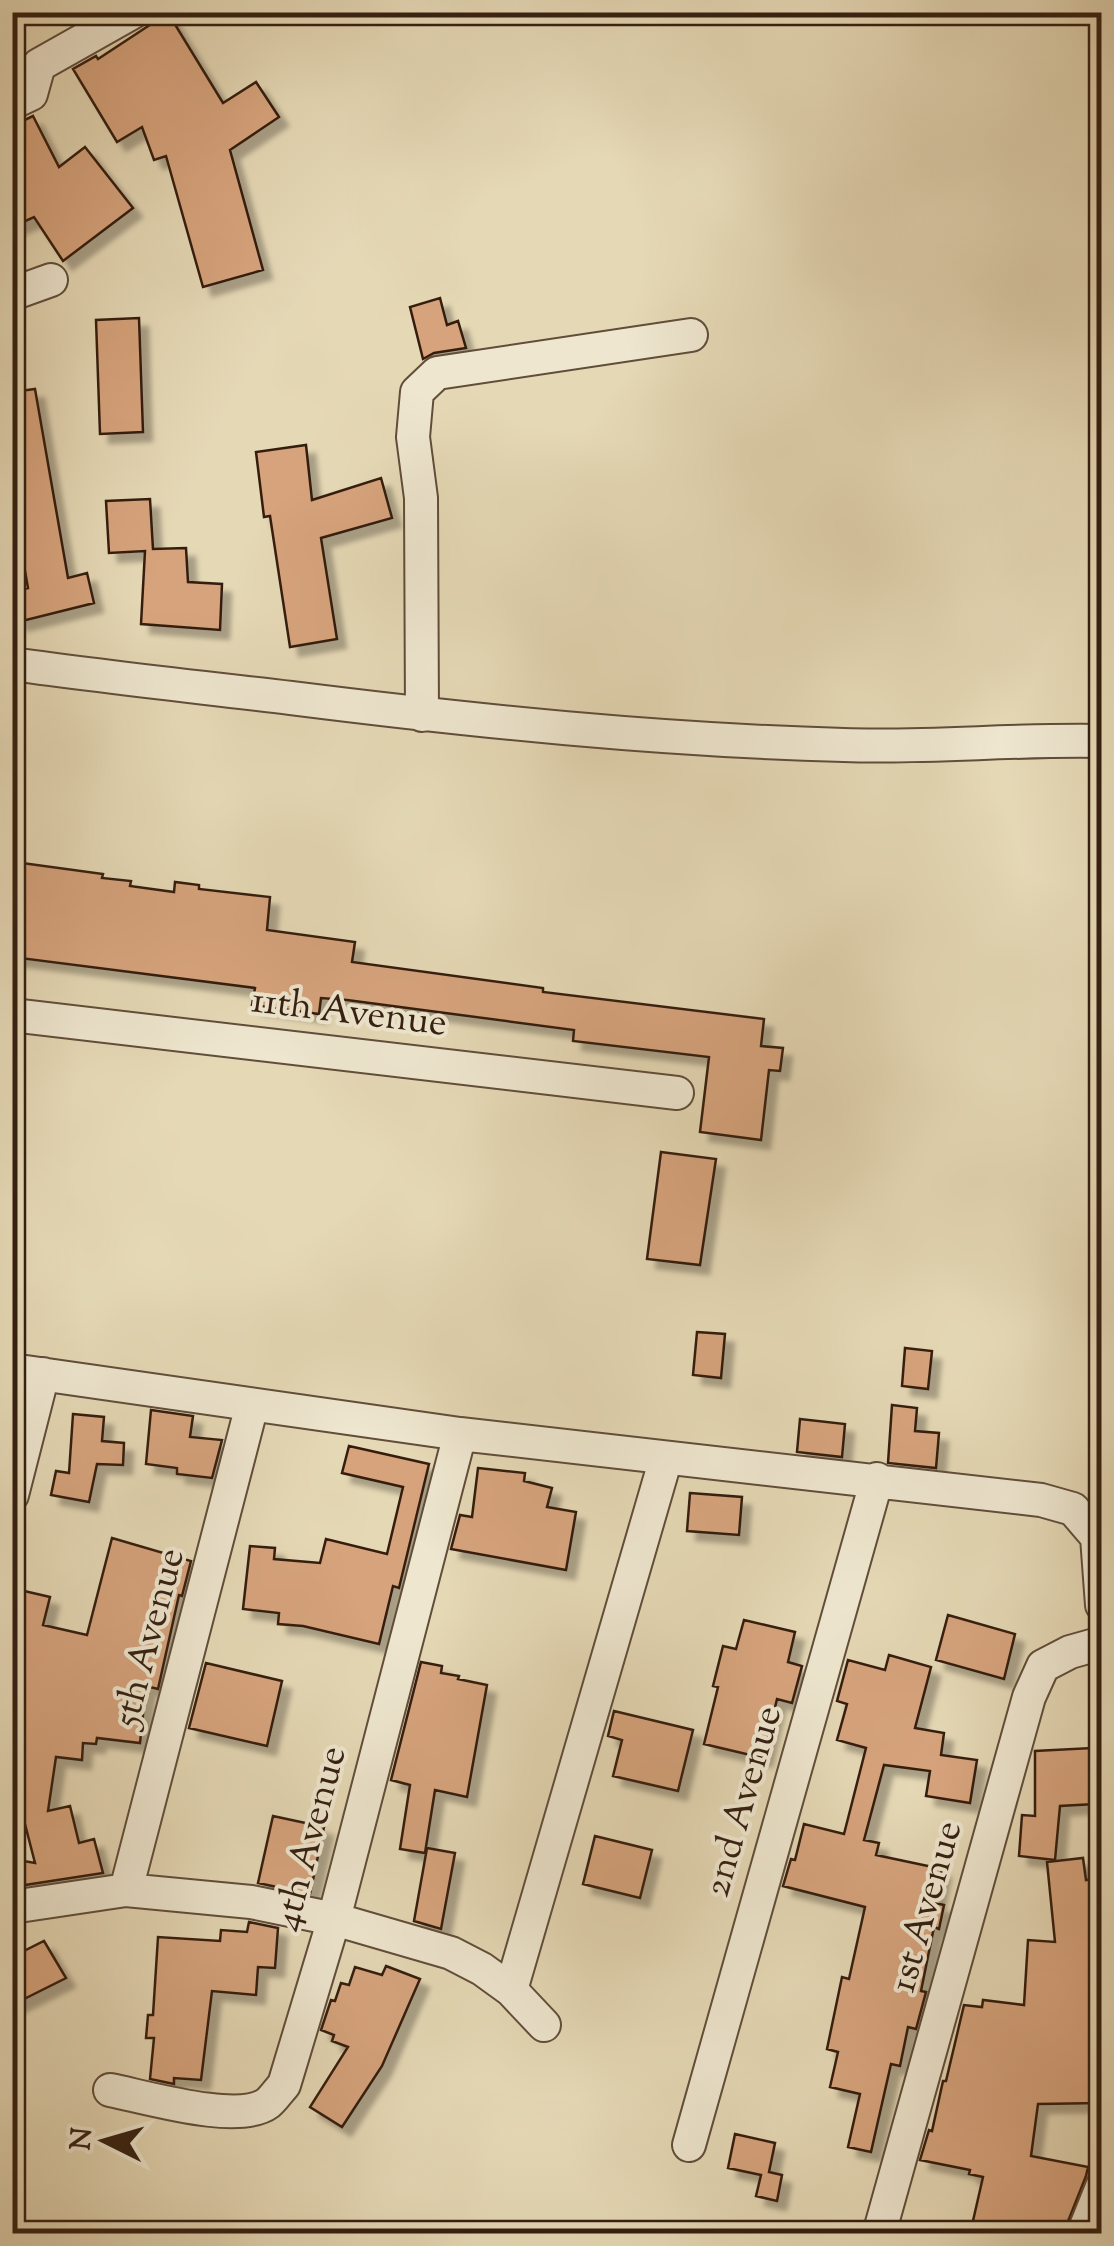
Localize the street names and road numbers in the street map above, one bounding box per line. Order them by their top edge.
street label: 11th Avenue [248,975,450,1053]
street label: 5th Avenue [101,1542,201,1735]
street label: 2nd Avenue [692,1700,798,1904]
street label: 4th Avenue [261,1741,363,1937]
street label: 1st Avenue [878,1815,978,1999]

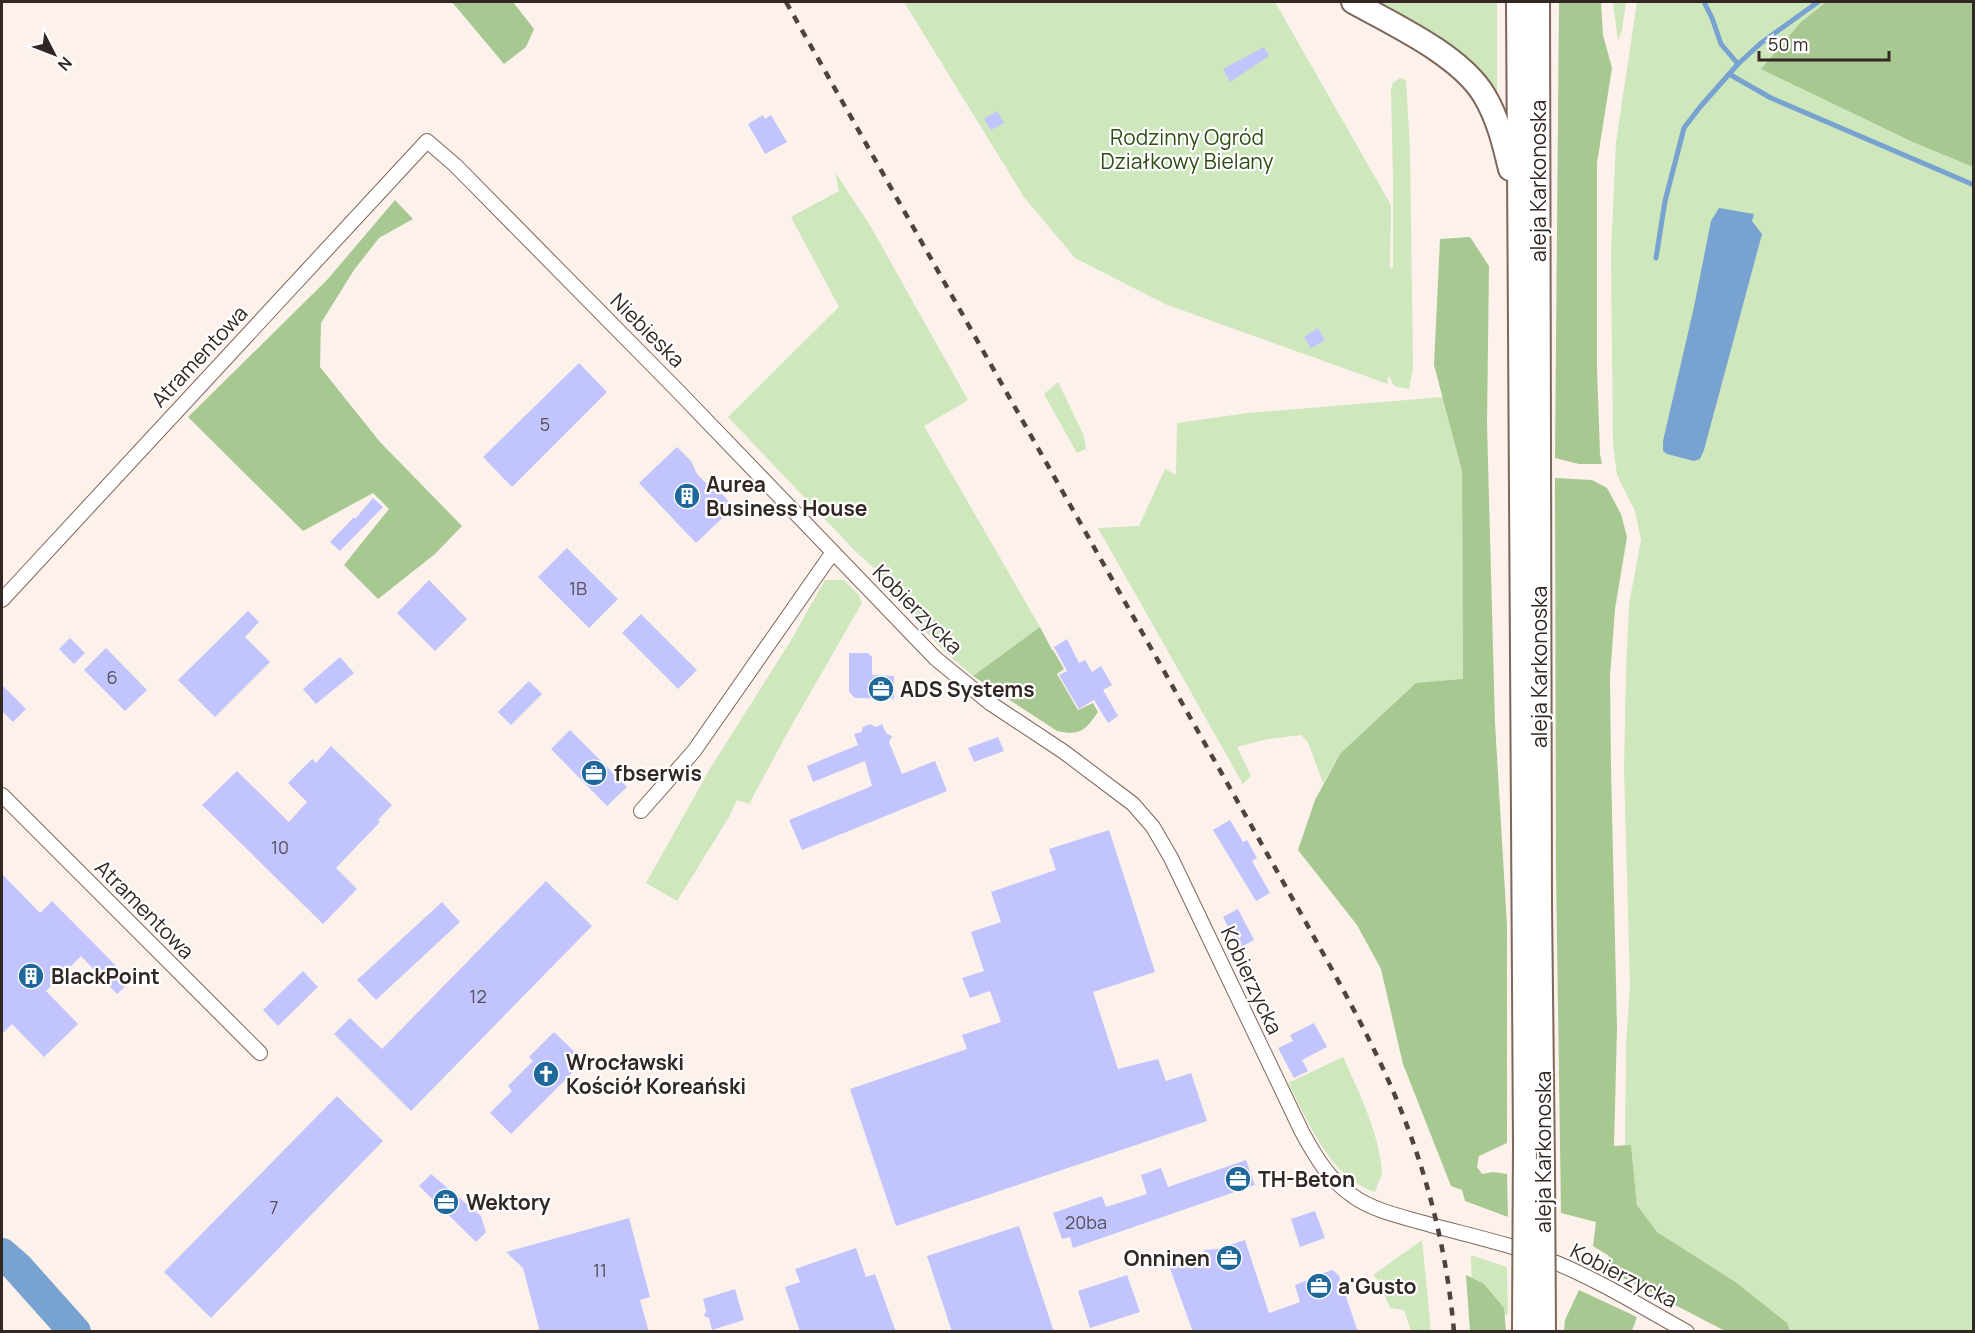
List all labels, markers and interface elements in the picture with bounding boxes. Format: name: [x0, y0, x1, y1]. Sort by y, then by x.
north arrow: [24, 24, 84, 84]
scale bar: [1759, 24, 1890, 62]
text: 50 m: [1768, 32, 1808, 56]
text: N: [53, 52, 77, 76]
street label: aleja Karkonoska: [1524, 100, 1552, 262]
park label: Rodzinny Ogród Działkowy Bielany: [1101, 123, 1273, 175]
street label: Niebieska: [605, 287, 691, 373]
street label: Atramentowa: [145, 299, 253, 413]
house number: 5: [540, 412, 550, 436]
place label: Aurea Business House: [706, 470, 867, 522]
building icon: Aurea Business House: [672, 481, 702, 511]
street label: Kobierzycka: [867, 558, 969, 660]
house number: 1B: [569, 576, 587, 600]
street label: aleja Karkonoska: [1525, 586, 1553, 748]
house number: 6: [106, 665, 118, 689]
office icon: ADS Systems: [866, 674, 896, 704]
place label: ADS Systems: [900, 675, 1035, 703]
office icon: fbserwis: [579, 758, 609, 788]
place label: fbserwis: [614, 759, 702, 787]
house number: 10: [271, 835, 289, 859]
street label: Atramentowa: [89, 853, 201, 965]
street label: Kobierzycka: [1215, 921, 1289, 1039]
building icon: BlackPoint: [16, 961, 46, 991]
place label: BlackPoint: [51, 962, 160, 990]
house number: 12: [469, 984, 487, 1008]
place label: Wrocławski Kościół Koreański: [566, 1048, 746, 1100]
church icon: Wrocławski Kościół Koreański: [531, 1059, 561, 1089]
street label: aleja Karkonoska: [1529, 1071, 1557, 1233]
office icon: TH-Beton: [1223, 1164, 1253, 1194]
place label: TH-Beton: [1258, 1165, 1355, 1193]
office icon: Wektory: [431, 1187, 461, 1217]
place label: Wektory: [466, 1188, 551, 1216]
house number: 7: [269, 1195, 279, 1219]
house number: 20ba: [1065, 1210, 1107, 1234]
street label: Kobierzycka: [1566, 1236, 1682, 1314]
office icon: Onninen: [1214, 1243, 1244, 1273]
place label: Onninen: [1124, 1244, 1210, 1272]
house number: 11: [593, 1258, 607, 1282]
office icon: a'Gusto: [1304, 1271, 1334, 1301]
place label: a'Gusto: [1338, 1272, 1417, 1300]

= = = = = = =

■ **Task to complete**
Print each record exactly as it stands, omitting the pictures.

■ **The answer**
Localize the street names and road numbers in the street map above, one bounding box per line. Order them by their top edge.
street label: 11th Avenue [248,975,450,1053]
street label: 5th Avenue [101,1542,201,1735]
street label: 2nd Avenue [692,1700,798,1904]
street label: 4th Avenue [261,1741,363,1937]
street label: 1st Avenue [878,1815,978,1999]

List all labels, markers and interface elements in the picture with bounding boxes. Format: name: [x0, y0, x1, y1]. Sort by y, then by x.
north arrow: [24, 24, 84, 84]
scale bar: [1759, 24, 1890, 62]
text: 50 m: [1768, 32, 1808, 56]
text: N: [53, 52, 77, 76]
street label: aleja Karkonoska: [1524, 100, 1552, 262]
park label: Rodzinny Ogród Działkowy Bielany: [1101, 123, 1273, 175]
street label: Niebieska: [605, 287, 691, 373]
street label: Atramentowa: [145, 299, 253, 413]
house number: 5: [540, 412, 550, 436]
place label: Aurea Business House: [706, 470, 867, 522]
building icon: Aurea Business House: [672, 481, 702, 511]
street label: Kobierzycka: [867, 558, 969, 660]
house number: 1B: [569, 576, 587, 600]
street label: aleja Karkonoska: [1525, 586, 1553, 748]
house number: 6: [106, 665, 118, 689]
office icon: ADS Systems: [866, 674, 896, 704]
place label: ADS Systems: [900, 675, 1035, 703]
office icon: fbserwis: [579, 758, 609, 788]
place label: fbserwis: [614, 759, 702, 787]
house number: 10: [271, 835, 289, 859]
street label: Atramentowa: [89, 853, 201, 965]
street label: Kobierzycka: [1215, 921, 1289, 1039]
building icon: BlackPoint: [16, 961, 46, 991]
place label: BlackPoint: [51, 962, 160, 990]
house number: 12: [469, 984, 487, 1008]
place label: Wrocławski Kościół Koreański: [566, 1048, 746, 1100]
church icon: Wrocławski Kościół Koreański: [531, 1059, 561, 1089]
street label: aleja Karkonoska: [1529, 1071, 1557, 1233]
office icon: TH-Beton: [1223, 1164, 1253, 1194]
place label: TH-Beton: [1258, 1165, 1355, 1193]
office icon: Wektory: [431, 1187, 461, 1217]
place label: Wektory: [466, 1188, 551, 1216]
house number: 7: [269, 1195, 279, 1219]
house number: 20ba: [1065, 1210, 1107, 1234]
street label: Kobierzycka: [1566, 1236, 1682, 1314]
office icon: Onninen: [1214, 1243, 1244, 1273]
place label: Onninen: [1124, 1244, 1210, 1272]
house number: 11: [593, 1258, 607, 1282]
office icon: a'Gusto: [1304, 1271, 1334, 1301]
place label: a'Gusto: [1338, 1272, 1417, 1300]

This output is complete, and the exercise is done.